======== Source material ========

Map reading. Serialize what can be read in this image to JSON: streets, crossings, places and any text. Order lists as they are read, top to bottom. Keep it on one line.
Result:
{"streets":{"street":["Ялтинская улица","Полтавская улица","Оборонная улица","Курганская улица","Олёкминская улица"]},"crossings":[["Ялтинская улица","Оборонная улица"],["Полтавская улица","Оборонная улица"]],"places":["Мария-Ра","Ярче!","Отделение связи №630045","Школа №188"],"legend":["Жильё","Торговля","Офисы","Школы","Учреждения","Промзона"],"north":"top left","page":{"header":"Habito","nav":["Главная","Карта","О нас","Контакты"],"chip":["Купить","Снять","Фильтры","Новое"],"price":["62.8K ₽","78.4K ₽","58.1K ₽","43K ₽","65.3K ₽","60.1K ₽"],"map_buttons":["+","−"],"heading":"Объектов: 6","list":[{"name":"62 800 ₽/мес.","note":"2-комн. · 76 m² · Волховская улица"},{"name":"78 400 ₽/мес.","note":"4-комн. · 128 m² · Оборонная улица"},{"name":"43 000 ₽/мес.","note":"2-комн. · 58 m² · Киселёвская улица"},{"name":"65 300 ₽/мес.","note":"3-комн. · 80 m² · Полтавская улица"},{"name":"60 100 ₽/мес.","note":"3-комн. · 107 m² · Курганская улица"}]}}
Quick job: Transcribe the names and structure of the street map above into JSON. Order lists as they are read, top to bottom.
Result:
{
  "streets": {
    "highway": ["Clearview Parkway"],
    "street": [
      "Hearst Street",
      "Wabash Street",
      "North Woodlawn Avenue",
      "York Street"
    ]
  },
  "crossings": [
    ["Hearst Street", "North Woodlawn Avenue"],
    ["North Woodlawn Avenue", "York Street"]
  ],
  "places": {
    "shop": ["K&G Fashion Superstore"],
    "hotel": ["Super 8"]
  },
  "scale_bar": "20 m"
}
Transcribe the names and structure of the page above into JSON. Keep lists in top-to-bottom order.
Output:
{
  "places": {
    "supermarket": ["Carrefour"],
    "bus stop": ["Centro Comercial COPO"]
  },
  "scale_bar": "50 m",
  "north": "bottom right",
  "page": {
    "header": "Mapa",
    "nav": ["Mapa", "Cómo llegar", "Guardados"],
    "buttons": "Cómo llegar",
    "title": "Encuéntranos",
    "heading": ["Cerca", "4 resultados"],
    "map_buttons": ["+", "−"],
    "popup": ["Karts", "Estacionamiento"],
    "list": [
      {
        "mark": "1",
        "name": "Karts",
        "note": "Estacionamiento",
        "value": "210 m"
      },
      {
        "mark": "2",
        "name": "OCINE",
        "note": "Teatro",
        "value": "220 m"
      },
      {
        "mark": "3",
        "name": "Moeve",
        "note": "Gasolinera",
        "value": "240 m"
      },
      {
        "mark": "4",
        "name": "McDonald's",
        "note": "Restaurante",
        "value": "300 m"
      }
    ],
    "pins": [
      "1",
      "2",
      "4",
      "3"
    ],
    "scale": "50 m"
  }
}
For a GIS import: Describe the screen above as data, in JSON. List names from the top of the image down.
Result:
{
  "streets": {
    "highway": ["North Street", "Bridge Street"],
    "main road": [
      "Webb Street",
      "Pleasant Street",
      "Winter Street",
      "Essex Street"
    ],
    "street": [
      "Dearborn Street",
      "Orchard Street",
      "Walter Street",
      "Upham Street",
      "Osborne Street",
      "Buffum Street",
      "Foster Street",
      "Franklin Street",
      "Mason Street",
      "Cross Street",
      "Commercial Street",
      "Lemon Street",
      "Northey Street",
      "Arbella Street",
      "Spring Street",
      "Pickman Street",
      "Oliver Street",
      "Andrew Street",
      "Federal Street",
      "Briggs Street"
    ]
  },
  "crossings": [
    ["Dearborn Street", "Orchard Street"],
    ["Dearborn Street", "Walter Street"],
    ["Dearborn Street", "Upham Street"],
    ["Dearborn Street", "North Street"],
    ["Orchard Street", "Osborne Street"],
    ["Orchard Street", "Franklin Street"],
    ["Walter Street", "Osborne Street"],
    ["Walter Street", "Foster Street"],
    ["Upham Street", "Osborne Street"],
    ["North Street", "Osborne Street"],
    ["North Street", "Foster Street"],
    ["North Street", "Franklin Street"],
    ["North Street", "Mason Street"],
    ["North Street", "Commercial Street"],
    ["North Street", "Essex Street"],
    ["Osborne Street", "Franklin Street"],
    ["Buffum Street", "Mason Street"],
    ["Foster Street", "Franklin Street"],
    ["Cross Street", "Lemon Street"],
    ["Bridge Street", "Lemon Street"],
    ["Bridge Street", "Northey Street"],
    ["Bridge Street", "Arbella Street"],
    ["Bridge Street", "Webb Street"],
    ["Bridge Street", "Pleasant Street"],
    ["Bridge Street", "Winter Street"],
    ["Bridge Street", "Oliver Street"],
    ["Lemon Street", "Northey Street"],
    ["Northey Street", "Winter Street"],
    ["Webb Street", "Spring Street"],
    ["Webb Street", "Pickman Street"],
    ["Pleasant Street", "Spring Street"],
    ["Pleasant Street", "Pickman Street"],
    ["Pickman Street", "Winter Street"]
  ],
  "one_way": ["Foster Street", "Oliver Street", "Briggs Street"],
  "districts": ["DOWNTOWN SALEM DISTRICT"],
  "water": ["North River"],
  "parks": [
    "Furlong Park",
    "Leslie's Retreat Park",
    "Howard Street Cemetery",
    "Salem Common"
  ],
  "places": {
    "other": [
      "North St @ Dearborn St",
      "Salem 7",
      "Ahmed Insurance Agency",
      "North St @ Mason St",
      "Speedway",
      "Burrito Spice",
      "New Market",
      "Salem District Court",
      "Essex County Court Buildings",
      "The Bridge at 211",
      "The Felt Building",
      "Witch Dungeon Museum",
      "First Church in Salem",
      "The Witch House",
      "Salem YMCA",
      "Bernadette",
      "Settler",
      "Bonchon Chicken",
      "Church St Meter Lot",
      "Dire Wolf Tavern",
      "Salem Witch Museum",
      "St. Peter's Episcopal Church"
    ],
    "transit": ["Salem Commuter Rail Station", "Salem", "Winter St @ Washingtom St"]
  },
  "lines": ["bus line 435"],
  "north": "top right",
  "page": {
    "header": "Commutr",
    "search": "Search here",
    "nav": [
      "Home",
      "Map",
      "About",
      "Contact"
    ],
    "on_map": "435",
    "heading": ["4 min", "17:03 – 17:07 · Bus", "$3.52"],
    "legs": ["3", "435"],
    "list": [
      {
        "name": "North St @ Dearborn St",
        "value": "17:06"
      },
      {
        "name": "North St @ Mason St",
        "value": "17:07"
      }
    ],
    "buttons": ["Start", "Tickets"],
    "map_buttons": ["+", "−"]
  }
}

========

__Task__. Give back the whole listing above. Keep every character the same.

__Exercise result__.
Map reading. Serialize what can be read in this image to JSON: streets, crossings, places and any text. Order lists as they are read, top to bottom. Keep it on one line.
Result:
{"streets":{"street":["Ялтинская улица","Полтавская улица","Оборонная улица","Курганская улица","Олёкминская улица"]},"crossings":[["Ялтинская улица","Оборонная улица"],["Полтавская улица","Оборонная улица"]],"places":["Мария-Ра","Ярче!","Отделение связи №630045","Школа №188"],"legend":["Жильё","Торговля","Офисы","Школы","Учреждения","Промзона"],"north":"top left","page":{"header":"Habito","nav":["Главная","Карта","О нас","Контакты"],"chip":["Купить","Снять","Фильтры","Новое"],"price":["62.8K ₽","78.4K ₽","58.1K ₽","43K ₽","65.3K ₽","60.1K ₽"],"map_buttons":["+","−"],"heading":"Объектов: 6","list":[{"name":"62 800 ₽/мес.","note":"2-комн. · 76 m² · Волховская улица"},{"name":"78 400 ₽/мес.","note":"4-комн. · 128 m² · Оборонная улица"},{"name":"43 000 ₽/мес.","note":"2-комн. · 58 m² · Киселёвская улица"},{"name":"65 300 ₽/мес.","note":"3-комн. · 80 m² · Полтавская улица"},{"name":"60 100 ₽/мес.","note":"3-комн. · 107 m² · Курганская улица"}]}}
Quick job: Transcribe the names and structure of the street map above into JSON. Order lists as they are read, top to bottom.
Result:
{
  "streets": {
    "highway": ["Clearview Parkway"],
    "street": [
      "Hearst Street",
      "Wabash Street",
      "North Woodlawn Avenue",
      "York Street"
    ]
  },
  "crossings": [
    ["Hearst Street", "North Woodlawn Avenue"],
    ["North Woodlawn Avenue", "York Street"]
  ],
  "places": {
    "shop": ["K&G Fashion Superstore"],
    "hotel": ["Super 8"]
  },
  "scale_bar": "20 m"
}
Transcribe the names and structure of the page above into JSON. Keep lists in top-to-bottom order.
Output:
{
  "places": {
    "supermarket": ["Carrefour"],
    "bus stop": ["Centro Comercial COPO"]
  },
  "scale_bar": "50 m",
  "north": "bottom right",
  "page": {
    "header": "Mapa",
    "nav": ["Mapa", "Cómo llegar", "Guardados"],
    "buttons": "Cómo llegar",
    "title": "Encuéntranos",
    "heading": ["Cerca", "4 resultados"],
    "map_buttons": ["+", "−"],
    "popup": ["Karts", "Estacionamiento"],
    "list": [
      {
        "mark": "1",
        "name": "Karts",
        "note": "Estacionamiento",
        "value": "210 m"
      },
      {
        "mark": "2",
        "name": "OCINE",
        "note": "Teatro",
        "value": "220 m"
      },
      {
        "mark": "3",
        "name": "Moeve",
        "note": "Gasolinera",
        "value": "240 m"
      },
      {
        "mark": "4",
        "name": "McDonald's",
        "note": "Restaurante",
        "value": "300 m"
      }
    ],
    "pins": [
      "1",
      "2",
      "4",
      "3"
    ],
    "scale": "50 m"
  }
}
For a GIS import: Describe the screen above as data, in JSON. List names from the top of the image down.
Result:
{
  "streets": {
    "highway": ["North Street", "Bridge Street"],
    "main road": [
      "Webb Street",
      "Pleasant Street",
      "Winter Street",
      "Essex Street"
    ],
    "street": [
      "Dearborn Street",
      "Orchard Street",
      "Walter Street",
      "Upham Street",
      "Osborne Street",
      "Buffum Street",
      "Foster Street",
      "Franklin Street",
      "Mason Street",
      "Cross Street",
      "Commercial Street",
      "Lemon Street",
      "Northey Street",
      "Arbella Street",
      "Spring Street",
      "Pickman Street",
      "Oliver Street",
      "Andrew Street",
      "Federal Street",
      "Briggs Street"
    ]
  },
  "crossings": [
    ["Dearborn Street", "Orchard Street"],
    ["Dearborn Street", "Walter Street"],
    ["Dearborn Street", "Upham Street"],
    ["Dearborn Street", "North Street"],
    ["Orchard Street", "Osborne Street"],
    ["Orchard Street", "Franklin Street"],
    ["Walter Street", "Osborne Street"],
    ["Walter Street", "Foster Street"],
    ["Upham Street", "Osborne Street"],
    ["North Street", "Osborne Street"],
    ["North Street", "Foster Street"],
    ["North Street", "Franklin Street"],
    ["North Street", "Mason Street"],
    ["North Street", "Commercial Street"],
    ["North Street", "Essex Street"],
    ["Osborne Street", "Franklin Street"],
    ["Buffum Street", "Mason Street"],
    ["Foster Street", "Franklin Street"],
    ["Cross Street", "Lemon Street"],
    ["Bridge Street", "Lemon Street"],
    ["Bridge Street", "Northey Street"],
    ["Bridge Street", "Arbella Street"],
    ["Bridge Street", "Webb Street"],
    ["Bridge Street", "Pleasant Street"],
    ["Bridge Street", "Winter Street"],
    ["Bridge Street", "Oliver Street"],
    ["Lemon Street", "Northey Street"],
    ["Northey Street", "Winter Street"],
    ["Webb Street", "Spring Street"],
    ["Webb Street", "Pickman Street"],
    ["Pleasant Street", "Spring Street"],
    ["Pleasant Street", "Pickman Street"],
    ["Pickman Street", "Winter Street"]
  ],
  "one_way": ["Foster Street", "Oliver Street", "Briggs Street"],
  "districts": ["DOWNTOWN SALEM DISTRICT"],
  "water": ["North River"],
  "parks": [
    "Furlong Park",
    "Leslie's Retreat Park",
    "Howard Street Cemetery",
    "Salem Common"
  ],
  "places": {
    "other": [
      "North St @ Dearborn St",
      "Salem 7",
      "Ahmed Insurance Agency",
      "North St @ Mason St",
      "Speedway",
      "Burrito Spice",
      "New Market",
      "Salem District Court",
      "Essex County Court Buildings",
      "The Bridge at 211",
      "The Felt Building",
      "Witch Dungeon Museum",
      "First Church in Salem",
      "The Witch House",
      "Salem YMCA",
      "Bernadette",
      "Settler",
      "Bonchon Chicken",
      "Church St Meter Lot",
      "Dire Wolf Tavern",
      "Salem Witch Museum",
      "St. Peter's Episcopal Church"
    ],
    "transit": ["Salem Commuter Rail Station", "Salem", "Winter St @ Washingtom St"]
  },
  "lines": ["bus line 435"],
  "north": "top right",
  "page": {
    "header": "Commutr",
    "search": "Search here",
    "nav": [
      "Home",
      "Map",
      "About",
      "Contact"
    ],
    "on_map": "435",
    "heading": ["4 min", "17:03 – 17:07 · Bus", "$3.52"],
    "legs": ["3", "435"],
    "list": [
      {
        "name": "North St @ Dearborn St",
        "value": "17:06"
      },
      {
        "name": "North St @ Mason St",
        "value": "17:07"
      }
    ],
    "buttons": ["Start", "Tickets"],
    "map_buttons": ["+", "−"]
  }
}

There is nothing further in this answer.